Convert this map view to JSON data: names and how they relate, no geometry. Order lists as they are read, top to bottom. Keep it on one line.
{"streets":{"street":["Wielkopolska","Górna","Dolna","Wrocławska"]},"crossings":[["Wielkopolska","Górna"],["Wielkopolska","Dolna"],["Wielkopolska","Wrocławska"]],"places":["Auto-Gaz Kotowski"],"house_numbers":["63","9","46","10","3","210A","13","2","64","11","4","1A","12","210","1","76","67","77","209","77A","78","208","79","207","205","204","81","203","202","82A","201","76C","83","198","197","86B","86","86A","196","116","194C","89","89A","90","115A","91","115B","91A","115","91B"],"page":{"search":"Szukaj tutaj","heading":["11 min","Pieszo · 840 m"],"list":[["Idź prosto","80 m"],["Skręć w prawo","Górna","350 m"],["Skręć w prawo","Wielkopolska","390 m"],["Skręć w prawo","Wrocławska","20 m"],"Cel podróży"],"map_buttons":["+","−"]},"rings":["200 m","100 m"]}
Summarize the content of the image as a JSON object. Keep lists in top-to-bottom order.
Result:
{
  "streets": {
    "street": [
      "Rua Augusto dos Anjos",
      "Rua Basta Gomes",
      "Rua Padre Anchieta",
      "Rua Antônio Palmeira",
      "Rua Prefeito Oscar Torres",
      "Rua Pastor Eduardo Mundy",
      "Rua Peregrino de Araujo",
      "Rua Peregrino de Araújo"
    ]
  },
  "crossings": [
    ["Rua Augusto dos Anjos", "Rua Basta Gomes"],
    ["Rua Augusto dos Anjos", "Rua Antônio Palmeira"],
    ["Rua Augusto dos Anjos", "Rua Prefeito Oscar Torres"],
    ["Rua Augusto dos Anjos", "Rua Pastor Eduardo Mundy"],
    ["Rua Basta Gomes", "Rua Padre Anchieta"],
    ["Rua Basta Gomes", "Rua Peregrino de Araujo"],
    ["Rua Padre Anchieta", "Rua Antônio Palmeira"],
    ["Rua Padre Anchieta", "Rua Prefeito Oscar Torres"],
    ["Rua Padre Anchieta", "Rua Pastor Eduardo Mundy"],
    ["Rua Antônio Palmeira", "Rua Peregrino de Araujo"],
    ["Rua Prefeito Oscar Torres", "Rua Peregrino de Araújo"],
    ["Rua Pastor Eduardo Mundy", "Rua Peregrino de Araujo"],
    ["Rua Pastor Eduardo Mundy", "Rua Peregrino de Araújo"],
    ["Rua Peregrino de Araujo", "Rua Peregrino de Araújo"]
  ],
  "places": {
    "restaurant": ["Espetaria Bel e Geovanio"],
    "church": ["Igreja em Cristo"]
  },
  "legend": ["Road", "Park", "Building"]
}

________________

## EXERCISE OBJECTIVE
Within the material, find all lines that hold the word "Gomes" and show them.

## ANSWER AREA
      "Rua Basta Gomes",
    ["Rua Augusto dos Anjos", "Rua Basta Gomes"],
    ["Rua Basta Gomes", "Rua Padre Anchieta"],
    ["Rua Basta Gomes", "Rua Peregrino de Araujo"],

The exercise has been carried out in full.